The wording on the meeting’s agenda stated that the presentation would be made by the Cordoba Initiative, an established organization focused on interfaith relations whose founder was Khan’s husband, Feisal Abdul Rauf, an internationally recognized religious scholar and Imam.

Nine months later, that original presentation seems like a mischaracterization at best. At worst it seems like nothing more than the jump-off point for a public relations spin campaign. The message we applauded and the project this community has become as murky and muddled as the Hudson after a good dredging.

Since that first introduction to our community in early May of last year, the project has been called by three different names, has had two different spiritual leaders, two different blogs and now a Facebook page that is serving as the major method of promoting the project’s mission. And disturbingly, it is becoming harder and harder for the constituency that supported this project from day one, including the press, to communicate with the shifting leadership of this increasingly muddled organization.  

This paper interviewed Rauf in early December and it was then that we began to question his motives about the project he had for so long been the face of. During that interview, he brought up for the first time his notion of the Cordoba Movement, that in his own words had taken root right here in Lower Manhattan.

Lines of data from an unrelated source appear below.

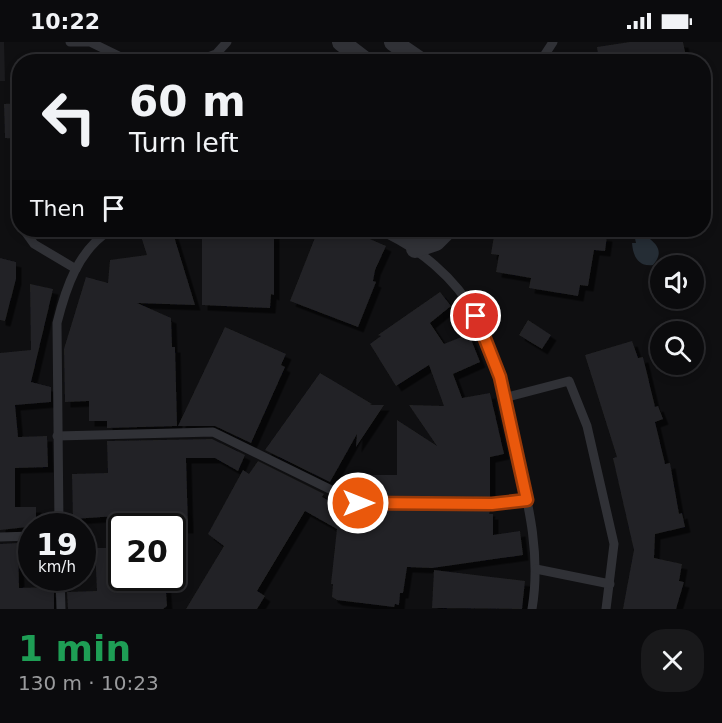 <!DOCTYPE html>
<meta charset="utf-8">
<style>
:root{--surface:#0b0b0d;--page:#19191b;--text:#f1f3f6;--muted:#9a9b9d;--line:#2b2b2e}
body{margin:0;font-family:"DejaVu Sans",sans-serif;background:var(--page);color:var(--text);height:100vh;display:flex;flex-direction:column;font-size:22px;white-space:nowrap}
*{box-sizing:border-box;margin:0}
p{font-size:20px;color:var(--muted)}
.icon{flex:none;width:33px;height:33px;fill:none;stroke:currentColor;stroke-width:2;stroke-linecap:round;stroke-linejoin:round}
.map{position:relative;height:567px;overflow:hidden}
.panel{display:flex;flex-direction:column;background:var(--surface);flex:1}
.panel>*{flex:none}
.hud{position:absolute;left:12px;top:12px;width:699px;height:183px;border-radius:24px;box-shadow:0 3px 9px #0003,0 0 0 2px var(--line);background:#0b0b0d;color:var(--text);overflow:hidden}
.fabs{position:absolute;left:650px;top:213px;display:grid;gap:12px}
.fabs a{display:grid;place-items:center;width:54px;height:54px;border-radius:50%;background:var(--surface);box-shadow:0 3px 9px #0003,0 0 0 2px var(--line);font-size:30px}
.speed{position:absolute;left:18px;top:471px;display:flex;gap:12px;font-size:30px;font-weight:700;text-align:center}
.speed>*{display:grid;place-content:center;width:78px;height:78px;border-radius:50%;background:var(--surface);box-shadow:0 3px 9px #0003,0 0 0 2px var(--line);line-height:1}
.speed small{font-size:15px;font-weight:400}
.speed .limit{border:3px solid #111;border-radius:9px;background:#fff;color:#111}
.pin{position:absolute;display:grid;place-items:center;width:51px;height:51px;color:#fff;margin:-26px;border:3px solid #fff;border-radius:50%;box-shadow:0 2px 6px #0007}
.me{position:absolute;width:66px;margin:-33px;rotate:90deg;stroke-linejoin:round;filter:drop-shadow(0 0 4px #0008)}
.turn{display:flex;align-items:center;gap:21px;height:126px;padding:0 18px;font-size:27px}
.turn .icon{width:78px;height:78px;stroke-width:2.5}
.turn b{display:block;font-size:42px;line-height:51px}
.then{display:flex;align-items:center;height:57px;padding:0 18px;background:#0003;gap:12px;font-size:22px}
.round{display:grid;place-items:center;flex:none;width:63px;height:63px;border-radius:24px;background:var(--page)}
.headline{display:flex;align-items:center;justify-content:space-between;height:102px;padding:0 18px}
h1{font-size:36px;font-weight:600;line-height:45px;color:#1e9e55}
.status{display:flex;justify-content:space-between;align-items:center;height:42px;padding:0 30px;background:var(--surface);direction:ltr}
.status svg{height:16px;fill:currentColor}
.map>svg:first-child{display:block}
.built{fill:#1b1b1e}
.water{fill:#252d35}
.building{fill:#222225;filter:url(#shadow)}
.lines{fill:none;stroke-linecap:round;stroke-linejoin:round}
.lane{stroke:#303136;stroke-width:9}
.street{stroke:#303136;stroke-width:18}
.route-casing{stroke:#983908;stroke-width:15}
.route{stroke:#ea580c;stroke-width:10}
</style>
<div class="status"><b>10:22</b><svg viewBox="0 0 49 12"><path d="M0 12V9h3v3zM5 12V6h3v6zM10 12V3h3v9zM15 12V0h3v12zM26 1h20v11H26zM47 4h2v5h-2z"/></svg></div>
<div class="map">
<svg width="722" height="567" viewBox="0 0 722 567">
<defs>
<filter id="shadow"><feDropShadow dx="5.5" dy="5.5" stdDeviation="0" flood-color="#0009"/></filter>
</defs>
<rect width="100%" height="100%" fill="#0f0f11"/>
<polygon class="built" points="0,0 4,0 5,39 0,39"/>
<path class="water" d="M633,188H649L650,197C660,205 662,213 653,223C638,225 633,214 632,201H636Z"/>
<g class="building">
<polygon points="630,0 683,0 686,15 657,20 599,20 597,5"/>
<polygon points="20,61 20,97 5,96 4,62"/>
<polygon points="139,188 172,188 195,263 137,261 171,276 172,305 175,305 177,384 107,386 107,379 89,379 89,359 65,360 64,307 86,235 108,241 110,218 147,213"/>
<polygon points="202,188 274,188 274,253 271,252 270,266 202,263"/>
<polygon points="318,188 349,188 386,204 375,228 373,239 376,240 358,285 290,259"/>
<polygon points="495,188 568,188 607,194 605,209 594,208 588,244 580,243 578,254 529,246 531,236 496,230 499,213 491,212"/>
<polygon points="0,216 16,220 16,237 5,279 0,278"/>
<polygon points="30,242 53,247 31,340 51,345 51,360 15,363 18,395 47,394 48,425 15,426 15,465 36,465 36,484 0,488 0,311 31,308"/>
<polygon points="440,250 451,264 430,281 444,302 469,292 480,320 453,332 462,356 490,351 504,412 490,415 490,455 360,454 356,452 356,433 397,433 397,378 437,404 409,363 444,364 429,323 396,344 370,302 381,294 378,293"/>
<polygon points="528,278 551,293 542,307 519,293"/>
<polygon points="225,285 286,312 281,323 285,325 251,401 215,384 178,384"/>
<polygon points="632,299 638,316 643,315 655,365 658,364 663,377 655,380 665,422 670,421 679,472 682,471 685,485 655,492 654,516 682,522 679,539 684,540 676,567 623,567 634,508 613,416 617,415 585,313"/>
<polygon points="320,331 372,362 370,363 384,363 356,405 357,392 330,440 265,408"/>
<polygon points="212,397 245,413 238,429 215,416 186,416 188,486 117,484 117,474 73,477 72,432 108,431 107,399"/>
<polygon points="258,419 324,452 322,455 356,473 356,467 490,469 489,472 493,472 493,493 520,489 523,513 432,526 407,525 403,551 400,551 399,563 395,562 394,565 337,558 332,555 333,542 331,542 337,487 305,469 257,549 265,554 257,567 186,567 224,504 208,492 243,428 249,432"/>
<polygon points="18,501 19,546 50,545 50,550 54,550 54,567 0,567 0,502"/>
<polygon points="95,506 122,506 122,536 165,536 167,564 163,567 68,567 67,550 97,549"/>
<polygon points="434,528 525,539 522,567 432,566"/>
</g>
<g class="lines">
<g class="lane">
<polyline points="70,0 90,0 125,17 208,15 216,12 227,0"/>
<polyline points="540,20 553,0"/>
<polyline points="24,188 34,202 76,227"/>
<path d="M379,188C418,205 456,236 476,274C496,312 504,355 513,396C526,453 542,509 532,567"/>
<polyline points="504,356 569,339 587,384 614,502 606,567"/>
<polyline points="57,394 213,390 358,461 492,462 527,458"/>
<path d="M59,484L57,281C66,245 78,209 110,188"/>
<polyline points="0,495 32,494"/>
<polyline points="536,527 610,542"/>
<polyline points="60,536 61,567"/>
</g>
<g class="street">
<polyline points="341,0 367,20"/>
<polyline points="393,0 422,20"/>
<polyline points="415,188 415,207 436,200 448,188"/>
</g>
</g>
<g class="lines">
<defs>
<polyline id="route" points="358,461 492,462 527,458 500,335 476,274"/>
</defs>
<use href="#route" class="route-casing"/>
<use href="#route" class="route"/>
</g>
</svg>
<div class="fabs">
<a><svg class="icon" aria-label="sound" viewBox="0 0 24 24"><path d="M4 9h4l5-4v14l-5-4H4zM17 9q2 3 0 6"/></svg></a>
<a><svg class="icon" aria-label="search" viewBox="0 0 24 24"><circle cx="10" cy="10" r="6"/><path d="M15 15l6 6"/></svg></a>
</div>
<div class="speed"><div>19<small>km/h</small></div><div class="limit">20</div></div>
<div class="pin" style="left:476px;top:274px;background:#d93025"><svg class="icon" aria-label="arrive" viewBox="0 0 24 24"><path d="M6 21V4h12l-3 4 3 4H6"/></svg></div>
<svg class="me" style="left:358px;top:461px" viewBox="-20 -20 40 40"><circle r="17" fill="#ea580c" stroke="#fff" stroke-width="3"/><path d="M0-11L8 9 0 5-8 9z" fill="#fff"/></svg>
<div class="hud">
<div class="turn"><svg class="icon" aria-label="left" viewBox="0 0 24 24"><path d="M17 20v-9H6M10 6l-5 5 5 5"/></svg><div><b>60 m</b>Turn left</div></div>
<div class="then">Then<svg class="icon" aria-label="arrive" viewBox="0 0 24 24"><path d="M6 21V4h12l-3 4 3 4H6"/></svg></div>
</div>
</div>
<section class="panel">
<div class="headline"><div><h1>1 min</h1><p>130 m · 10:23</p></div><a class="round"><svg class="icon" aria-label="close" viewBox="0 0 24 24"><path d="M6 6l12 12M18 6L6 18"/></svg></a></div>
</section>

We were surprised, to say the least, when the rift that is all but crystal clear now, began to materialize between Rauf and Sharif El-Gamal, the President of SoHo Properties who is spearheading the development of the project. Rauf hired his own publicists, and El-Gamal, his. The project soon adopted a new nickname: Park51, also the name of a mysterious nonprofit that, according to SoHo Properties, would run the future community center. The group, consisting of El-Gamal and others, began holding “public information sessions” at their Downtown offices which, strangely enough, were not open to the press.

The aim was to clarify the goals of the project. But their myriad attempts to demystify things only led to more confusion. Rauf and El-Gamal seemed to be contradicting rather than reinforcing each others’ apparent shared vision when publicly describing the project, as tensions between them have become increasingly apparent. 

“The Cordoba Movement and the Cordoba Initiative are separate nonprofit entities from Park51 with different missions and leadership,” El-Gamal said in a press release.

Sharif also recently announced that neither Rauf nor Khan would be speaking on behalf of Park51, nor would they be raising funds for the project.

Weren’t “Cordoba” and “Park51” one in the same last spring? Wait, no – wasn’t the original name of the project “Cordoba House”? Were Khan’s and Rauf’s philosophies not the inspiration for the proposed community center?

Enter a new spiritual advisor, Iman Adhami, who espouses some controversial views on homosexuality very much at odds with the original vision that embraced openness and inclusion.  Days later, Iman Adhami exits the project. 

 We embraced this project from the very beginning, as did our Community Board, most of our elected leaders, and the Lower Manhattan community. It would be a shame if the very cause we rallied behind turns out to be something altogether different.

And while we hope that this is not the case, and we understand that all non-profits encounter growing pains, we implore the real people behind Park51 to step forward once again and show the same level of transparency and openness to dialogue and inclusion that impressed and inspired us.